Job losses in the formal and informal sectors and business closures have increased the number of people with no or reduced income. By the end of 2020, Kenya had gained an additional 2 million new poor, according to the World Bank. This is significant because small and medium-sized businesses constitute 98 per cent of all businesses in Kenya. And they create 30 per cent of jobs annually and contribute nearly three per cent of GDP.
The government of the day should focus on making Kenyans’ lives a little easier by putting in place policies and intervention measures to cushion the population against food insecurity
Measures include the provision of emergency food assistance; adoption of food safety nets; food subsidies; cash transfer; food for work and food for training; school feeding programmes; adjustments in trade and tax policy measures; enhancement of agricultural production through agricultural input subsidies and increased administered prices for producers should be strengthened in the short-term approach.
Long-term mitigative measures that include investment in agricultural research; increased investment in key agricultural services; investment in local infrastructure; investment in rural financial services, markets and linkages; investment in teleprocessing; investment in food distribution systems and macro-economic policy management should be in consideration and in place, devoid of politicisation.

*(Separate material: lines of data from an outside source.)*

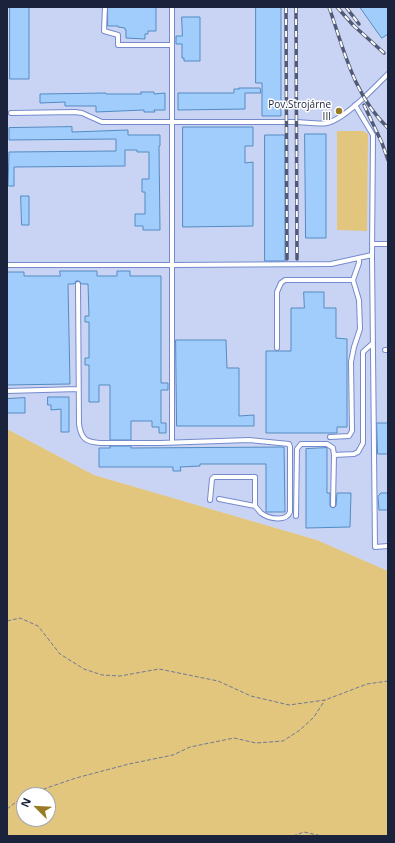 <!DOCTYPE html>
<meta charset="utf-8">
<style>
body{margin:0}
#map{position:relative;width:395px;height:843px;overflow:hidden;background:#d6e1fd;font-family:"Open Sans",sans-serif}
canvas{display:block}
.frame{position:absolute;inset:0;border:8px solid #1a223c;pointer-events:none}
.north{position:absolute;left:16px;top:787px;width:40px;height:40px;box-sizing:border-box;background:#fff;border:1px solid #a3a7b1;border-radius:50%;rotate:294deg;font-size:11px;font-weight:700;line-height:16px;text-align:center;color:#1a223c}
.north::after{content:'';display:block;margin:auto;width:14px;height:18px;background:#987b24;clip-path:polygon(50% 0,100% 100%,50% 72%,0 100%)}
</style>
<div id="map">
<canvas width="395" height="843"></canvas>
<div class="frame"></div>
<div class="north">N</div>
</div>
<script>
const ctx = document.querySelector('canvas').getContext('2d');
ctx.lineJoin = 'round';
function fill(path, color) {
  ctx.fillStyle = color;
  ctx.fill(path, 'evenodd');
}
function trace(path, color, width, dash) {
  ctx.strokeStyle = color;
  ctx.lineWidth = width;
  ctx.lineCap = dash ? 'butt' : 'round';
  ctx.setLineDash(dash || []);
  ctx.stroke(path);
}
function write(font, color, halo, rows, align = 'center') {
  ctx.font = font + ' "Open Sans",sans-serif';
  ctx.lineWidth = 3;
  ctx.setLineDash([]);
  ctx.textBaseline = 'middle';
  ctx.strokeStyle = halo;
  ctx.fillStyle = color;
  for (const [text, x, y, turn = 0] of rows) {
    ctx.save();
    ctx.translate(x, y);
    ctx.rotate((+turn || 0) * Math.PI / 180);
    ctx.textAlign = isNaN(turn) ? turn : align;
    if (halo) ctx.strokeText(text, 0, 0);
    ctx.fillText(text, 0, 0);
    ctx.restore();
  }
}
const built = new Path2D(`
 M7,7H388V571L317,540L94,475L7,429Z`);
const green = new Path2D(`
 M337,131H363L368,134L367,231L337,230Z
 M7,429L94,475L317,540L388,571V836H7ZM24,795H48V819H24Z`);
const building = new Path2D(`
 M10,7H29V79H10Z
 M108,7H156V31H148V34H145V39L126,38V30H125V28L118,27V26H108Z
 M256,7H281V116H262V83H256Z
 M360,7H388V34L382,38Z
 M182,17H200V61H184V58H182V44H176V36H182Z
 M239,88H260L261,93H245V109L178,110V93H234V89H239Z
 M141,92H154V94L165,93V110H154L155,112H144V110L96,112V106H65V102L40,103V94L106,93V94H141Z
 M72,127V132L128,130V135H160V146H159L160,230H143V226H135V214H145V192H142V179H149V152H137V150H125V166L14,167V186H8L9,152L116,151V139L9,140V128Z
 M183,127H253V146H245V163L253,162V226L183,227Z
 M305,134H326V238H306Z
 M265,135H285V261H265Z
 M21,196H29V225H22Z
 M60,271H97V276H117V271H130V276H161V383H168V390H161V423H166V433H159V427H152V421H131V440H110V385H99V402H89V365H85V358H89V322H85V316H89L88,284H82L79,281H76L74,284H68L70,384L7,385V272H24V276H60Z
 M304,292H324V308H336V338L347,339V427H337V433H266V351H291V308H304Z
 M176,340H226L227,368H239V416L254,415V426H177Z
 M48,397H69V432H61V409L51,410V405H48Z
 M25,398V413H7V399Z
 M377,423H388V454H378Z
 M110,446H131V448L284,447L285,512H266V464H200V466L180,467L181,471H173V467H99V448H110Z
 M327,448V493H330V506L333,508L336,506L337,493H351L350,527L306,528V449Z
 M381,493H388V510H379L378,497Z`);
const path = new Path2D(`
 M7,621L20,618L38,626L60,654L84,669L102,675L120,676L159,669L218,681L251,696L289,705L325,700L367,684L388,681
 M26,795L76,778L129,764L173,755L190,747L234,738L256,743L283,741L300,730L314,717L325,700
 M7,809L24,796
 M293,836L304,832L322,836`);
const lane = new Path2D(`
 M105,7L104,31L118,35V45H172
 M172,7V442
 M355,105L373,135L372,255L375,547L388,546
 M11,113L75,112L82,113L102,122H296C305,122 318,125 327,123C345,119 375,87 388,74
 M372,244H388
 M7,265H172L331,264L372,255
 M78,284L79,424C81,439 86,442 100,443H160L249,440L289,444L290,447V512C286,522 269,519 261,513C259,511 257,508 255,506V477H214L212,479L210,500
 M277,348V292L281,283L285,280H353
 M385,350H388
 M7,391L78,389
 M330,437L349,436L352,431L351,362L354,347L360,329L359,300L353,280L359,263V258
 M219,499L255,506
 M333,505L334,455L354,454L358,452L363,443V352L373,343
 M296,516L297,449L301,444H327L333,448L334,455`);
const rail = new Path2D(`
 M286,7L287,259
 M296,7L297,259
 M329,7C344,50 354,96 388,128
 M337,7L353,25L384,53
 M346,7L359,24
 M364,105L382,143L388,160`);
const markers = [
 [339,111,4,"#987b24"]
];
const poiNames = [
 ["Pov.Strojárne",331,105],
 ["III",331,117]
];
fill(built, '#c9d4f4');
fill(green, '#e2c67e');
fill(building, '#a0cdfc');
trace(building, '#548bc2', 1);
trace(lane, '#748acc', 6);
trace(path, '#6f7994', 1, [4, 2]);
trace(lane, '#fff', 4);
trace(rail, '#515a74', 3.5);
trace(rail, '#fff', 2, [6]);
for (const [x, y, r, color] of markers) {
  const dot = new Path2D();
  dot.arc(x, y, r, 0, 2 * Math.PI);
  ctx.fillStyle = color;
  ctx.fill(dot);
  trace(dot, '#fff', 1.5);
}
write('10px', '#1a223c', '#fff', poiNames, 'right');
</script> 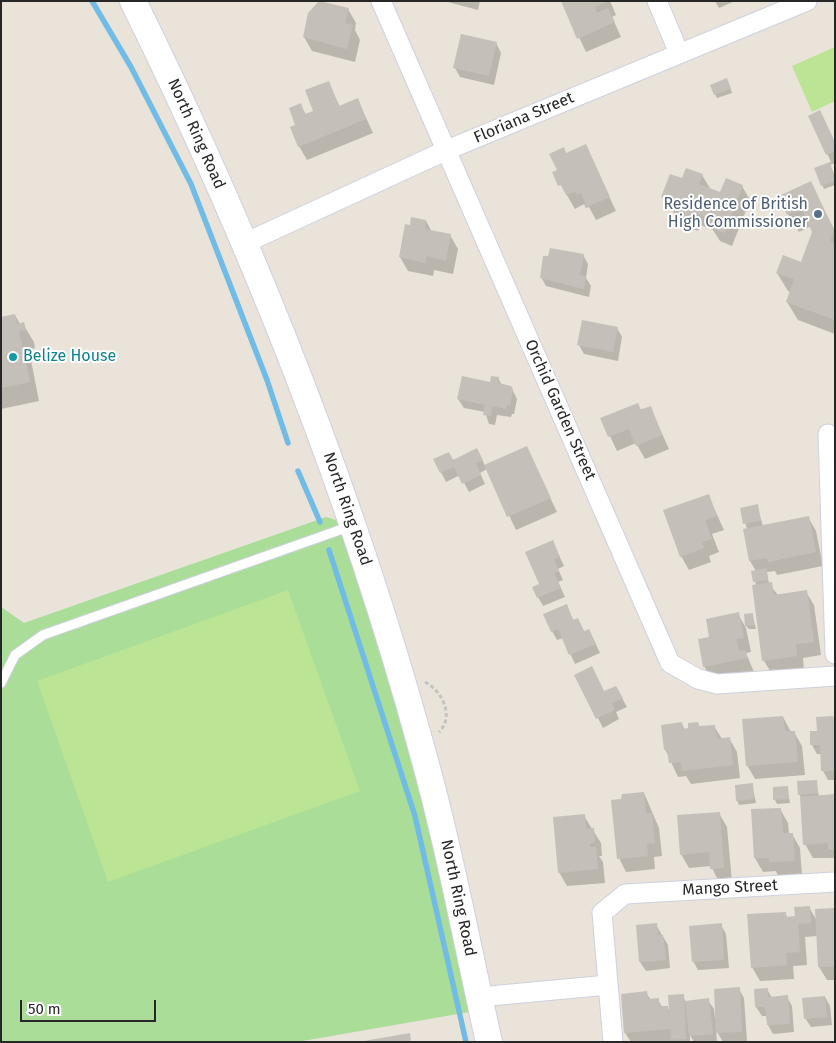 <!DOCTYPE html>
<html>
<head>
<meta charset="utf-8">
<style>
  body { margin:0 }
  #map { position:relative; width:836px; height:1043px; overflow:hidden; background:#e9e3d9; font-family:"Fira Sans",sans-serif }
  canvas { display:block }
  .frame { position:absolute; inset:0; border:2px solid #272727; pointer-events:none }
  .scale { position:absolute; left:20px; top:1000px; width:136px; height:22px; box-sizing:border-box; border:2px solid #272727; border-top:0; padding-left:6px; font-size:15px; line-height:18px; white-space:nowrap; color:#272727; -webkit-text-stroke:4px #fff; paint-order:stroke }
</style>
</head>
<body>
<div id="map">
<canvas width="836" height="1043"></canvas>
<div class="frame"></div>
<div class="scale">50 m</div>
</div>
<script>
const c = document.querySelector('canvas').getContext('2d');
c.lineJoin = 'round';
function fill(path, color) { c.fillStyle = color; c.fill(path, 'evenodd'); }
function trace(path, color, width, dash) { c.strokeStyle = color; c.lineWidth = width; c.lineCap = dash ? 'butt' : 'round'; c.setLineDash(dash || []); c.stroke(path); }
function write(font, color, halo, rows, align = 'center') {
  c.font = font + ' "Fira Sans",sans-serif'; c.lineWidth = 4; c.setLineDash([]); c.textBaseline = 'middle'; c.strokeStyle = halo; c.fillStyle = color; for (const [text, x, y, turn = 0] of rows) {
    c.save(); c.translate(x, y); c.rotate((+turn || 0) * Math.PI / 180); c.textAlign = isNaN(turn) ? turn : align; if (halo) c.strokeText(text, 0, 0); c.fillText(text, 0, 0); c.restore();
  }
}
fill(new Path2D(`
  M326,517L353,525L422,750L469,1012L297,1042H1V607L24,623Z`), '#a9dd98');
fill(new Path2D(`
  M835,47V101L812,112L792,66Z
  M288,590L360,791L108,882L37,681Z`), '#bbe494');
fill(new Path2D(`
  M444,1H480L478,10Z
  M562,1H610L616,15L612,17L621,37L586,52Z
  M715,1H735L719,8Z
  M348,9L356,23L355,30L360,40L355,62L312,51L304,37Z
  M496,43L501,53L494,85L460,77L455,68Z
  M328,82L340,107L358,100L373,133L307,160L299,146L297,125L300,104L306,115L315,112Z
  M729,84L732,93L717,98L715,94Z
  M810,116L835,143V163L830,165L835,176V185L824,189L815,168L831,162Z
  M585,146L616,211L596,220L589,207L586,208L584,204L575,209L554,173L559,171L566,155Z
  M702,175L711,190L721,194L742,186L750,200L732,246L720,241L713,230L700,225L698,231L682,225L663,197L683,180Z
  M810,182L835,231V334L798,320L787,302L791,292L788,291L777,273L802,264L813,232L811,226L799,232L788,214Z
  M426,221L432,232L450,235L458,249L453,274L434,270L433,276L408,271L400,257L411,227Z
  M583,255L588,264L586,278L591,286L589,297L546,286L541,277Z
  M15,315L20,324H23L34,342L35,348L29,350L39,401L1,409V318Z
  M617,328L622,337L618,361L584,354L579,345Z
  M498,378L502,385L512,389L517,399L514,414H512L511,417L497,415L495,425L489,424L485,412L464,408L458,399Z
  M650,407L669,449L645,459L636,443L617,451L602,419Z
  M526,447L557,512L516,530L487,469L480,473L485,484L469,492L460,475L446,482L435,460L482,459L485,466Z
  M708,495L724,530L712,534L719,552L709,556L711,562L689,570L681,556Z
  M757,506L763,526L808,517L816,531L823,566L777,575L775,571L767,572L769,584L778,595L806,592L814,605L821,655L803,658L804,670L772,674L764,661L756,585L753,572L756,571L750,561L747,529L741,509Z
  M557,551L564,566L558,569L563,580L558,582L565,597L543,606L538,597L541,585Z
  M566,606L574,621L584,632L589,630L600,653L575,664L563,638L557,640L552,631Z
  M738,614L746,628L751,652L746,653L754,672L712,680L704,666L711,638Z
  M752,614L756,629H749L746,626Z
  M576,675L604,693L621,696L627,707L616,712L619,719L603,728Z
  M783,717L791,732H794L802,746L805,775L755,779L747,765Z
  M835,722V780H828L823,771L822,754H817L812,745L819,732Z
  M698,723L700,728L714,726L722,739L729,738L737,752L740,778L691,784L686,776L678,777L665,749L682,724L685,730Z
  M816,781L819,797L835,796V858H813L805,844L802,799L799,794Z
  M752,784L756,803L739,805L737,800Z
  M787,787L790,803L777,804L775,800Z
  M644,793L659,828L662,856L654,857L655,869L626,872L619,858L622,800Z
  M780,809L788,823L789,834H792L800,848L802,875L778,876L776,871L763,872L755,858L752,811Z
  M719,813L727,827L732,882H719L711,866L689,868L681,854Z
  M584,816L601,843L602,856H599L603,862L605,883L567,886L559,872Z
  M809,907L817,921L835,909V980H827L819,967L817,936L805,937L807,965L793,966L794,979L760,981L752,967L785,913L788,918L796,917Z
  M656,925L668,945L670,968L646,971L640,962Z
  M721,925L726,934L729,968L698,970L693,961Z
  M739,989L744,998L747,1041L723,1042L716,1030L717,1042H694L690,1035V1042H631L625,1033L646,993L651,1000H658L662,1007H667L671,1013L683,996L686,1002L708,1000L714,1009L715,1018Z
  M767,989L772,998L787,997L792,1006L794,1032L773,1034L768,1025L767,1016H762L756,1007L755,990Z
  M825,997L830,1006L832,1025L811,1027L805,1018Z`), '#0003');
trace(new Path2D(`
  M92,1L131,67L191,184L267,380L288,443
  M298,471L320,522
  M329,550L415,816L466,1042`), '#71bce6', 5.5);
fill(new Path2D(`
  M319,1L349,8L345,23L353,25L347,49L303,37L308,13Z
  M561,1H609L595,7L597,13L608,8L615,22L577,39Z
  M461,34L497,42L489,76L453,68Z
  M727,78L731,89L714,95L710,85Z
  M329,81L339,106L358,98L366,119L298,147L290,127L295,125L289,108L301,103L305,114L313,111L305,90Z
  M820,110L835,142V151L826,155L808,116Z
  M586,144L610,197L587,207L581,193L577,195L576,191L566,195L561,185L558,186L552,172L557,170L549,154L564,147L566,153Z
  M830,162L835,181L821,186L814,168Z
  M686,168L703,174L699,184L720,192L726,178L743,185L725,233L710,228L713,220L692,212L690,218L672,211L676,202L661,197L670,174L682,178Z
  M811,181L834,230L830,242L835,244V320L786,302L794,279L776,273L783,255L801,262L812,232L801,208L787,215L779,196Z
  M411,217L426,220L425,229L451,234L446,261L427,256L425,263L399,257L405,224L410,225Z
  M550,248L584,254L580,275L586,276L584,289L540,278L543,256H548Z
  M15,314L17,324L24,322L26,330L19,331L30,382L1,388V317Z
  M582,320L618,327L613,352L577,345Z
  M462,376L490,382L491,376L499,377L498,383L511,386L513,389L510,406L507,405L506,409L492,406L491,416L483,415L485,405L457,399Z
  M638,403L641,410L651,406L662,435L636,446L629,429L608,437L600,418Z
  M527,446L551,498L507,517L484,465Z
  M477,448L483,460L476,463L481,475L462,484L454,467L440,473L433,459L449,452L453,460Z
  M709,494L717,516L705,520L712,539L702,542L704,548L680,557L663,510Z
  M758,504L761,521L743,524L740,508Z
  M809,516L816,552L768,562L766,558L749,561L743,529Z
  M553,540L560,557L554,559L559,571L554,573L561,588L537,598L532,587L539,584L525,552Z
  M766,568L768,580L753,582L751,571Z
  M772,582L774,595L807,590L814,642L796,644L797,656L762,661L752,585Z
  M567,604L573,620L578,618L584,631L589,629L596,644L569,655L558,629L551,632L543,614Z
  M739,612L744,638L736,639L739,651L746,650L747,658L703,667L698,639L709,637L706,619Z
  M753,613L754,625L745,626L744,614Z
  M592,666L604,691L616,686L623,698L612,703L615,710L596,719L574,675Z
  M783,716L785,731H795L798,762L746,766L742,719Z
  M833,716L835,721V771H821L820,745H810V731H817L816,717Z
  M682,722L683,729L688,728V723L698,722L699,726L715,725L717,739L730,737L733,765L682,771L681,762L669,763L667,749L664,750L661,725Z
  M817,780L818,793L798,795L797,781Z
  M753,783L754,799L736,801L735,785Z
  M788,786L789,799L773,800V787Z
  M644,792L646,813H652L655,843L647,844L648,856L617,859L611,800L621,799L622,794Z
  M835,794V849L828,850V843L803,845L800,797Z
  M781,808L783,833H793L795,861L769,862V858H754L751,809Z
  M720,812L724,868L710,869L709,852L680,855L677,815Z
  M585,814L586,829L594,828L595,842L590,843V847H596L598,869L558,873L553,817Z
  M810,906L811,923L798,924L800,952L786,953L787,965L751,968L747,914L786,912V917L795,916L794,907Z
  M835,908V966L818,967L815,909Z
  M657,923L658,935H663L666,960L639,962L636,925Z
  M722,923L724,960L692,962L689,926Z
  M740,987L742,1032L716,1033L714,989Z
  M768,988V997L788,995L790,1024L767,1025L765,1007H755L754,989Z
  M647,991L648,999L659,998V1006H668L670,1025L668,995L684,994L686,1039L671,1040L670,1029L624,1033L621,994Z
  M825,996L827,1017L804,1019L802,998Z
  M709,998L713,1034L689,1036L685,1001Z
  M410,1033L411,1042H364V1041Z`), '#c4c0b9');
const service = new Path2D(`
  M1,683L15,655L43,635L351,526`);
const minor = new Path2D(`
  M381,1L670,663L698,679L717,684L835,676
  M657,1L679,53
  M245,243L447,150L807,1
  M828,434L835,654
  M479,997L608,985
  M613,1042L602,913L625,894L835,882`);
const secondary = new Path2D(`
  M133,1C252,242 351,491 422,750C449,846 467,944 489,1042`);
trace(service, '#ced0df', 11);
trace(minor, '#ced0df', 21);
trace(secondary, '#ced0df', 28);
trace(new Path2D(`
  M425,682C442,691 455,716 439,732`), '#c3c3c3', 3, [4, 2.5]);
trace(service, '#fff', 9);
trace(minor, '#fff', 19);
trace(secondary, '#fff', 26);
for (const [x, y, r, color] of [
  [818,214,5,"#5c6f8a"],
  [13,357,5,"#0f9aa8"]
]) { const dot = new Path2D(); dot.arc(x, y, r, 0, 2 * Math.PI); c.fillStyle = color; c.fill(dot); trace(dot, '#fff', 2); }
write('16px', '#272727', '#fff', [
  ["Floriana Street",524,118,-23],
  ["North Ring Road",196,134,66],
  ["Orchid Garden Street",560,410,66],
  ["North Ring Road",347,509,71],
  ["Mango Street",730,888,-3],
  ["North Ring Road",458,898,78]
]);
write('16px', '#4e5e75', '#fff', [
  ["Residence of British",808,205],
  ["High Commissioner",808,223]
], 'right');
write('16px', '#0d838f', '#fff', [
  ["Belize House",23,357]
], 'left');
</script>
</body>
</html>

Key stakeholders in the food sector should continue to analyse food prices and related issues, and come up with strategies for early warning to avert the negative effects of high food prices in the future.
The relevant authorities need to put in place mechanisms to respond to early warning of disasters such as droughts and floods. There is a need to increase agricultural productivity. This requires the government to expedite the implementation processes for the various formulated policies.
KARI, the main agricultural research institution, adopted a value chain analysis framework. This is critical and bound to help identify who does what at what point of the value chain and who is likely to benefit or bear the costs of implementing the proposed interventions.
The identification of bottlenecks and addressing the same along the value chain will improve efficiency and increase output in the value chain, which may result in stabilising or reducing the food price crisis. This calls for various stakeholders engaged in agriculture and related activities to work together for better results.